Simple Linear Regression

Published

August 8, 2024

Code
library(tidyverse)
library(tidymodels)
library(palmerpenguins)
library(patchwork)
library(kableExtra)
tidymodels_prefer()

penguins <- palmerpenguins::penguins

options(kable_styling_bootstrap_options = c("hover", "striped"))

#Set ggplot base theme
theme_set(theme_bw(base_size = 14))

Objectives

This notebook gives an overview of Simple Linear Regression, where we’ll use a single predictor to predict a numerical response variable. After reviewing this notebook, you should be able to:

  • Fit a simple linear regression model to training data using tidymodels
  • Assess that model’s performance on the training data by looking at global model utility metrics, and by analyzing metrics for the model term.
  • Interpret a simple linear regression model with a statistically significant predictor.
  • Use a simple linear regression model to make predictions on new data.
  • Evaluate model performance on the test set.

Simple Linear Regression

In building a simple linear regression model, we are making the claim that \(\text{response} = \beta_0 + \beta_1\cdot\text{predictor} + \varepsilon\) or \(\mathbb{E}\left[\text{response}\right] = \beta_0 + \beta_1\cdot\text{predictor}\). That is, our predictor is the only useful variable in predicting our outcome (response), and that all other fluctuation in the response values are the result of random noise (\(\varepsilon\)). This is not often the case, but simple linear regression models offer useful insights nonetheless.

In the previous notebook, we used bill_length_mm to predict body_mass_g for our penguins. Let’s return to the penguins data and build a couple of simple linear regression models. The first will use bill_length_mm to predict body_mass_g, but the second will use flipper_length_mm to predict body_mass_g. We’ll build, assess, and interpret both models.

Initial Exploration

We’ll start by splitting our data into training and test sets, as usual.

set.seed(123)
penguin_splits <- initial_split(penguins)
penguins_train <- training(penguin_splits)
penguins_test <- testing(penguin_splits)

We know that we want to use bill_length_mm and flipper_length_mm to predict the body mass of our penguins.
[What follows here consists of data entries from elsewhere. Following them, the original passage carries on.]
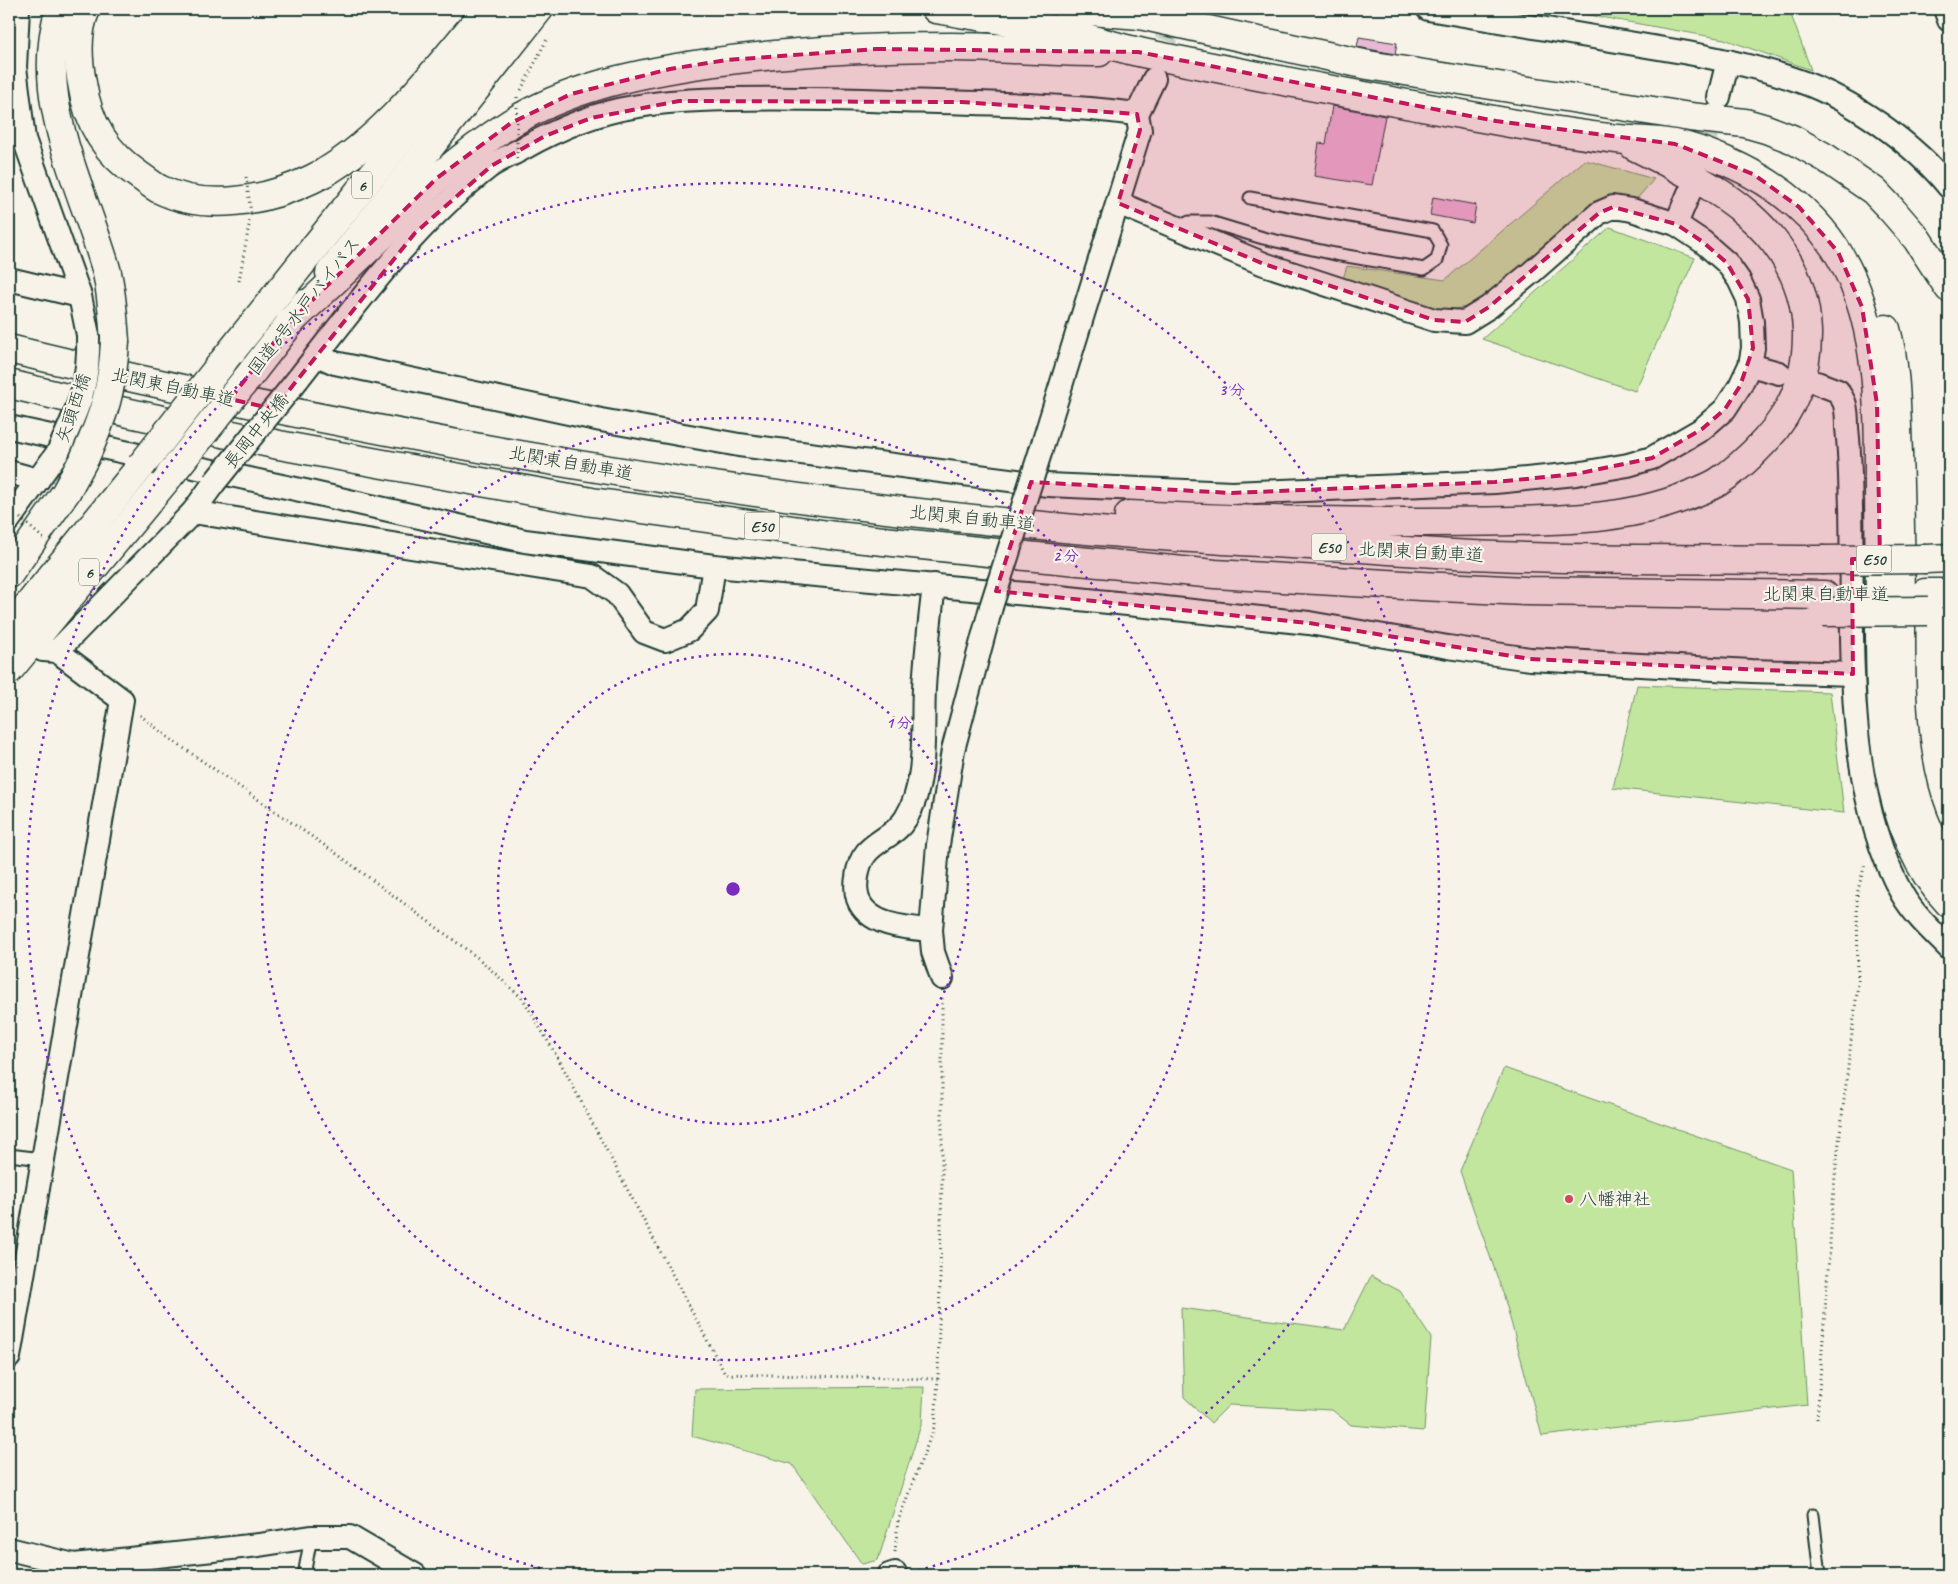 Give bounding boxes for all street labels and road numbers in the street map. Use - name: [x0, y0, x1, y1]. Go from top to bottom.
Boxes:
- road number: 6: [352, 172, 372, 198]
- street label: 国道6号水戸バイパス: [243, 232, 365, 380]
- street label: 北関東自動車道: [109, 363, 237, 411]
- street label: 矢頭西橋: [51, 370, 95, 446]
- street label: 長岡中央橋: [219, 389, 293, 473]
- street label: 北関東自動車道: [507, 441, 635, 485]
- street label: 北関東自動車道: [908, 500, 1036, 536]
- road number: E50: [744, 512, 780, 540]
- road number: E50: [1312, 534, 1346, 560]
- street label: 北関東自動車道: [1358, 538, 1484, 566]
- road number: E50: [1856, 546, 1892, 572]
- road number: 6: [79, 558, 99, 586]
- street label: 北関東自動車道: [1763, 583, 1889, 605]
Let’s do some quick EDA to see if any potential relationships are visibly evident.

p1 <- penguins_train %>%
  ggplot() + 
  geom_point(aes(x = bill_length_mm, y = body_mass_g)) +
  labs(x = "Bill Length (mm)",
       y = "Body Mass (g)")

p2 <- penguins_train %>%
  ggplot() + 
  geom_point(aes(x = flipper_length_mm, y = body_mass_g)) +
  labs(x = "Flipper Length (mm)",
       y = "Body Mass (g)")

p1 + p2
Warning: Removed 2 rows containing missing values or values outside the scale range
(`geom_point()`).
Removed 2 rows containing missing values or values outside the scale range
(`geom_point()`).

It seems like there are associations between body_mass_g and both bill_length_mm and flipper_length_mm individually. This gives us hope that our regression models will be statistically significant.

Build our Models

We’ll use our {tidymodels} framework to build our linear regression models. We’ll do the following for each model:

  • Specify a linear regression model and set its engine.
  • Build a recipe including the appropriate model formula.
  • Package the model and recipe together into a workflow.
  • Fit the workflow to our training data.

Let’s build and fit the model using bill_length_mm to predict body_mass_g.
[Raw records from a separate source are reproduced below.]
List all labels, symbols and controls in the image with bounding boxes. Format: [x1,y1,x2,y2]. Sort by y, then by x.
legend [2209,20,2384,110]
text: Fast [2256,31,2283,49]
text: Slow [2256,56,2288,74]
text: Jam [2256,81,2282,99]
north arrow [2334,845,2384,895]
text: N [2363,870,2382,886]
mass_bill_spec <- linear_reg() %>%
  set_engine("lm")

mass_bill_rec <- recipe(body_mass_g ~ bill_length_mm, data = penguins_train)

mass_bill_wf <- workflow() %>%
  add_model(mass_bill_spec) %>%
  add_recipe(mass_bill_rec)

mass_bill_fit <- mass_bill_wf %>%
  fit(penguins_train)

Now we’ll build and fit the model using flipper_length_mm to predict body_mass_g.
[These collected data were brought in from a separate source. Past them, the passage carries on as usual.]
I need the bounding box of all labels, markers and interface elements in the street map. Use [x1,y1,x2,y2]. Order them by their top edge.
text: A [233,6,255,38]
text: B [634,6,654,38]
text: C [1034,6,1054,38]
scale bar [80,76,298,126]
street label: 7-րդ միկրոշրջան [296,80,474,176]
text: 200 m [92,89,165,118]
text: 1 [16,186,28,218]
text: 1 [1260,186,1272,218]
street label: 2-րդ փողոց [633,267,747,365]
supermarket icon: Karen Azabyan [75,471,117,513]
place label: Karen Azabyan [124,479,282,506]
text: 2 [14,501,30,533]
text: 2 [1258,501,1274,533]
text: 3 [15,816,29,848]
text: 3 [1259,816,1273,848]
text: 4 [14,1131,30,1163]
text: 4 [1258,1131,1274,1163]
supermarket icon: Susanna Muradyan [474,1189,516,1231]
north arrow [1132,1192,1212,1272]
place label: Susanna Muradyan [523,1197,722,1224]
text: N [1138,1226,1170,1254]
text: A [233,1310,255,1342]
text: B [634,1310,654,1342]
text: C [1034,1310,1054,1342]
mass_flipper_spec <- linear_reg() %>%
  set_engine("lm")

mass_flipper_rec <- recipe(body_mass_g ~ flipper_length_mm, data = penguins_train)

mass_flipper_wf <- workflow() %>%
  add_model(mass_flipper_spec) %>%
  add_recipe(mass_flipper_rec)

mass_flipper_fit <- mass_flipper_wf %>%
  fit(penguins_train)

We’ve got our fitted models! We’ll assess the quality of the models in the next section.

Assessing Model Utility

We’ll engage in three levels of model assessment at this stage:

  • Global assessment of model utility

  • Assessment of individual model terms

  • Model performance on unseen test data\(^*\)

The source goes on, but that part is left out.